2024 Author: Isabella Gilson | [email protected]. Last modified: 2023-12-17 03:14
Marinated eggplant is an original appetizer that you can also use as a side dish or salad base. In the article, we will offer you some original recipes, as well as give tips on how to cook this delicious dish.
Eggplant in honey marinade
This appetizer doesn't take too long to make. However, you must carefully read the recipe and repeat all the steps correctly.
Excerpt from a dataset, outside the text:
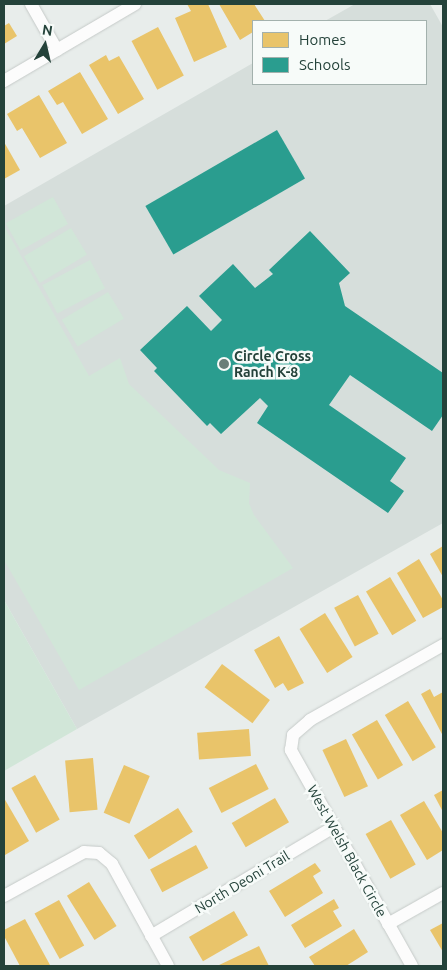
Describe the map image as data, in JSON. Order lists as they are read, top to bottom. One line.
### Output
{"streets":{"street":["West Welsh Black Circle","North Deoni Trail"]},"crossings":[["West Welsh Black Circle","North Deoni Trail"]],"places":["Circle Cross Ranch K-8"],"legend":["Homes","Schools"],"north":"top"}
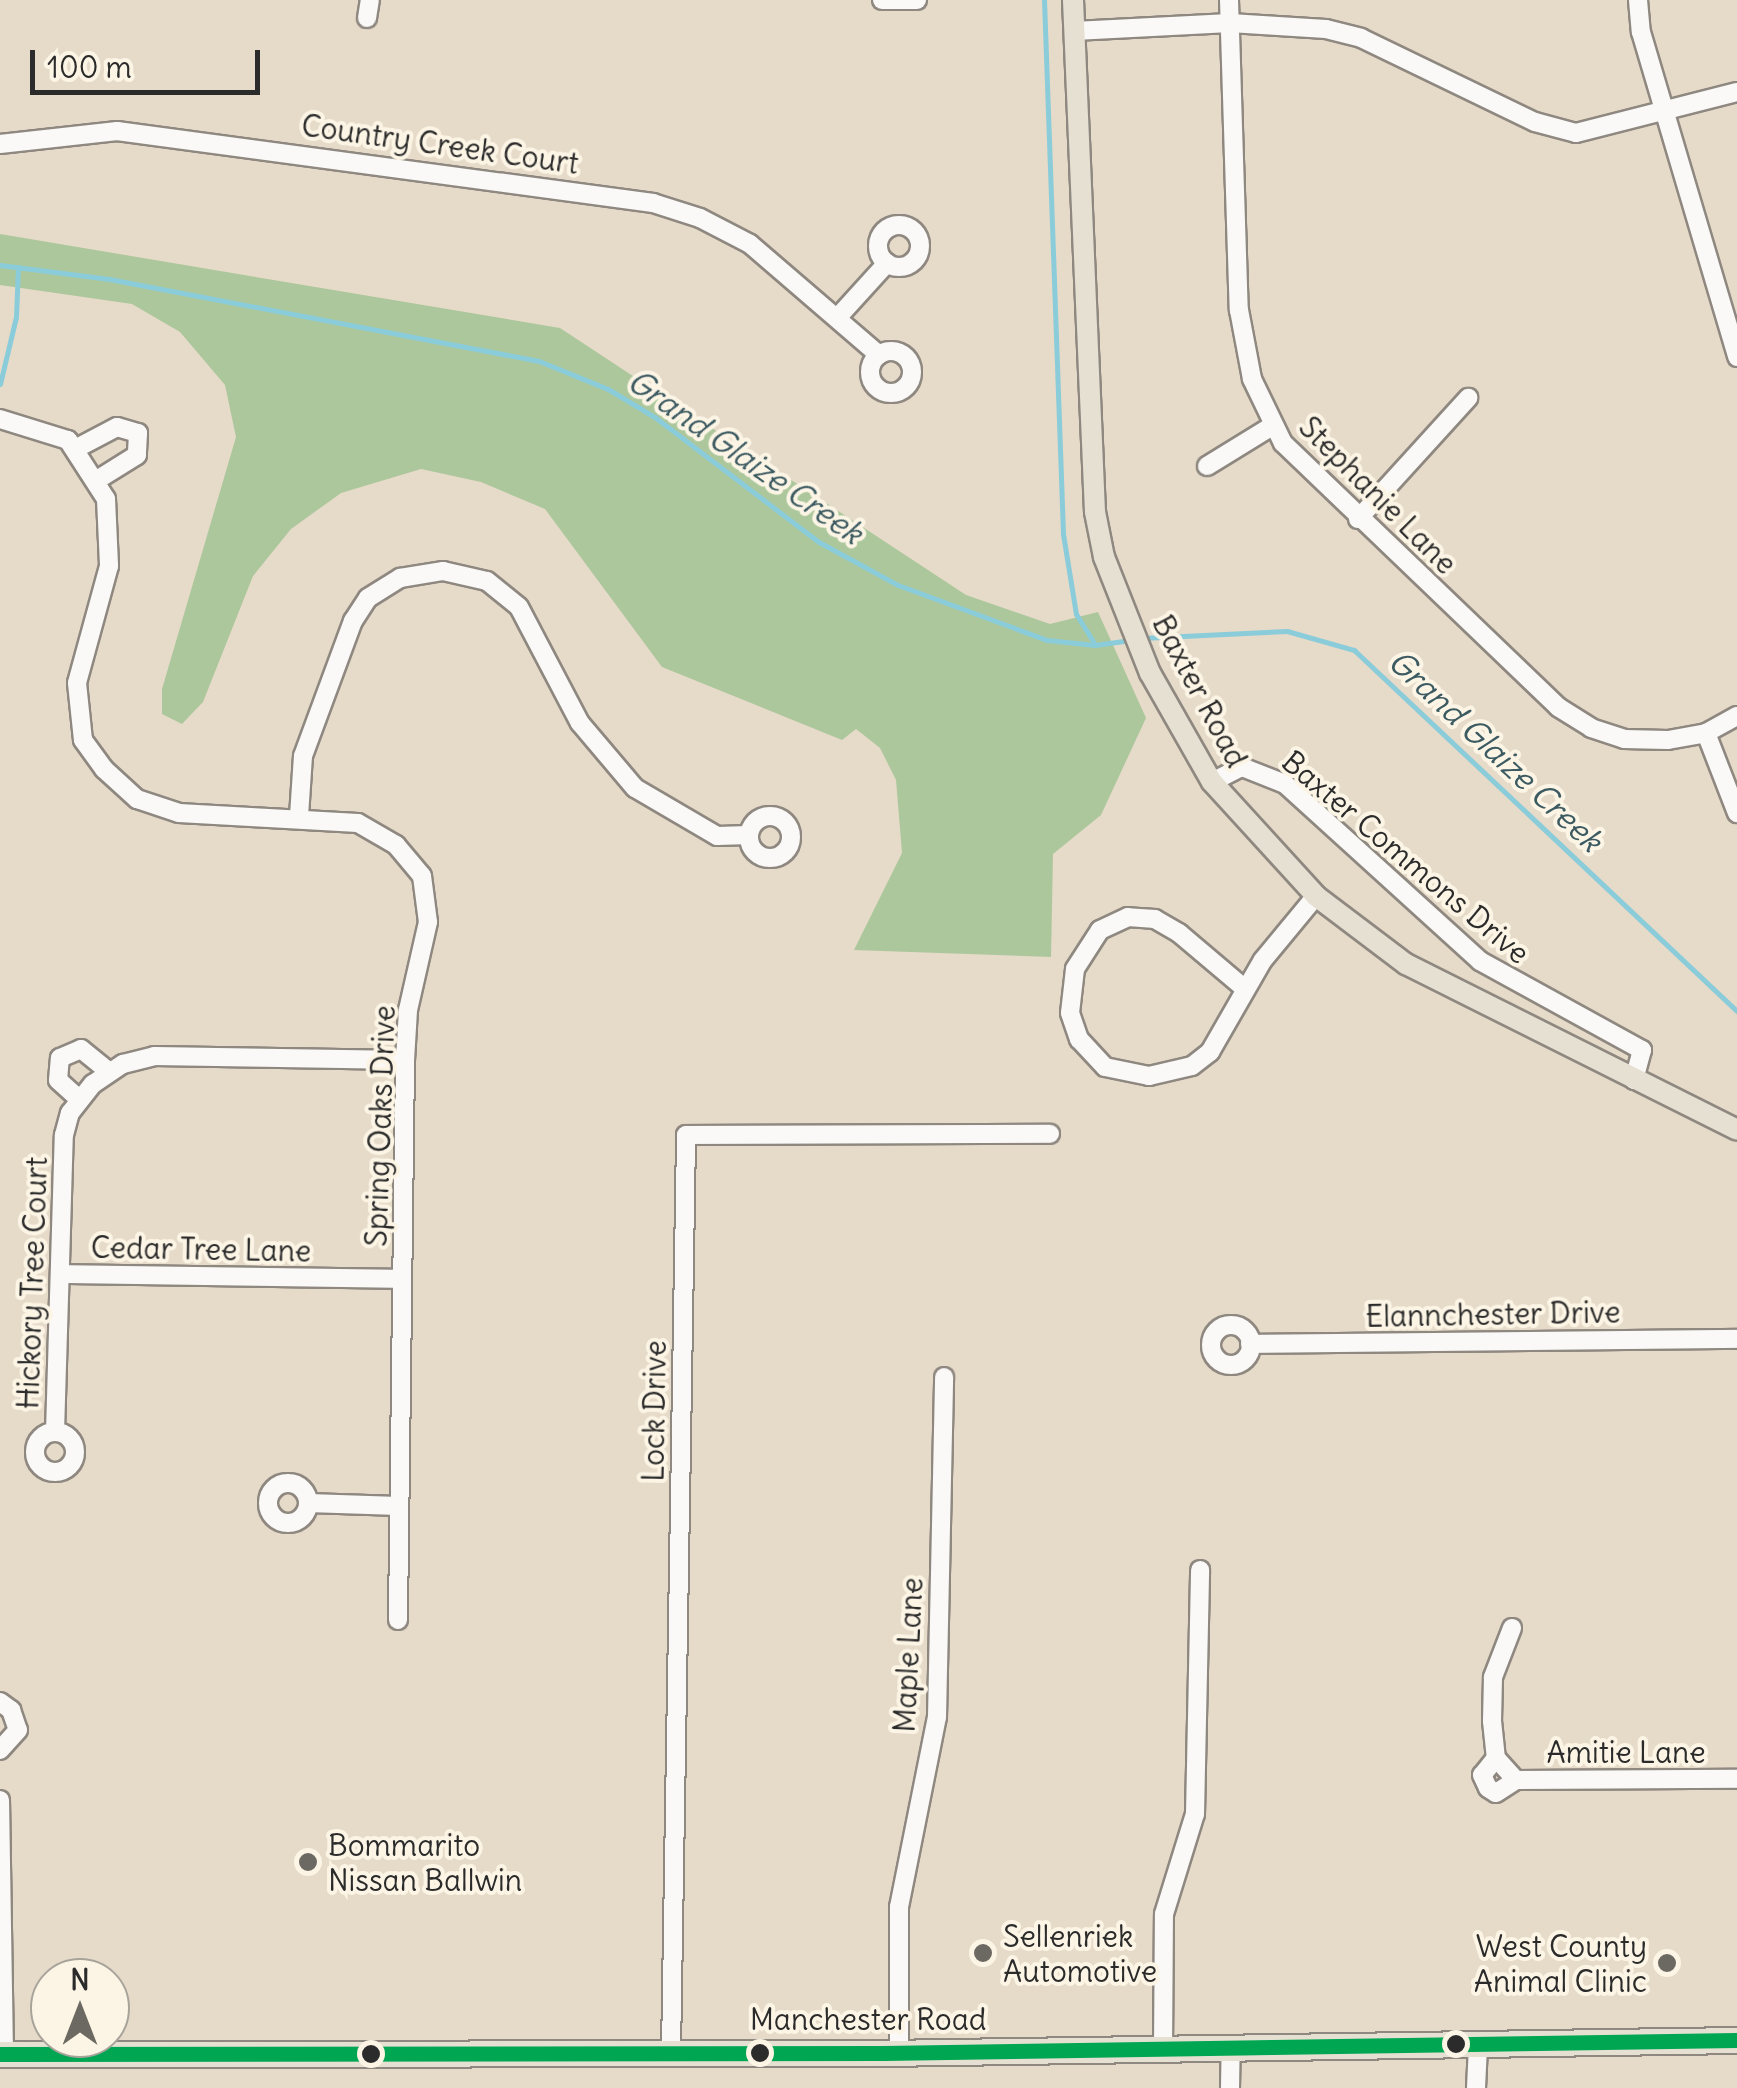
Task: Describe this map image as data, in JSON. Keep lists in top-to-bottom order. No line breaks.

But the result will exceed all expectations, and you will not regret the effort expended.
Ingredients:
- Three medium eggplants.
- Three large carrots.
- Three large onions.
- Nine cloves of garlic.
- Bunch of dill.
- Six tomatoes.
- A tablespoon of honey.
- Two tablespoons of vinegar (9%).
- Vegetable oil.
- S alt and hot ground pepper.
Marinated eggplant is prepared according to this recipe:
- Wash the eggplant and cut into circles. The thickness of the pieces should be about one centimeter.
- S alt the blanks, mix and put on a baking sheet. After that, send them to the preheated oven for 20 minutes.
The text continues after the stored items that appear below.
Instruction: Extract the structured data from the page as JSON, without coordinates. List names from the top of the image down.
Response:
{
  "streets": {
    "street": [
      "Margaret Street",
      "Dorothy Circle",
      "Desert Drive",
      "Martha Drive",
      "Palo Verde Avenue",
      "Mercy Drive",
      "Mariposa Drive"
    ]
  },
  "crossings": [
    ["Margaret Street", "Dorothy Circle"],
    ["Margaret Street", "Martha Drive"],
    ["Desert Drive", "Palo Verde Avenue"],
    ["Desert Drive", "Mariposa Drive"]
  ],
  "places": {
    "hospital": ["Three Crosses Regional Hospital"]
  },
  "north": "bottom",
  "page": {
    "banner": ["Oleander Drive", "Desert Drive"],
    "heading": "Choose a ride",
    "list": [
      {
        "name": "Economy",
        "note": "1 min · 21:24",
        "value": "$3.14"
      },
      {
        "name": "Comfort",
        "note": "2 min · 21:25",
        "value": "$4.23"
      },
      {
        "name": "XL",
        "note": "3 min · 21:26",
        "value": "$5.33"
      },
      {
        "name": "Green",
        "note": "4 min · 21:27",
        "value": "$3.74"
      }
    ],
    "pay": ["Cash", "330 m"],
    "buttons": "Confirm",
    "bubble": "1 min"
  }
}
- Peel the onions and carrots, cut into strips and fry in vegetable oil. Season the vegetables with pepper and s alt.
- Chop garlic and onion in a food processor.
- Tomatoes free from the skin and beat with a blender.
- Put the tomato puree into a saucepan, add vinegar, honey, s alt and spices to it. Bring the sauce to a boil.
- Prepare jars and start laying prepared products in layers in them. First fried vegetables, then eggplant, then marinade and finally greens with garlic. Repeat this sequence until the dishes are full.
Banks roll up, cool and rearrange in the refrigerator. The appetizer can be stored in a cool place for up to six months, but you can try it in a day.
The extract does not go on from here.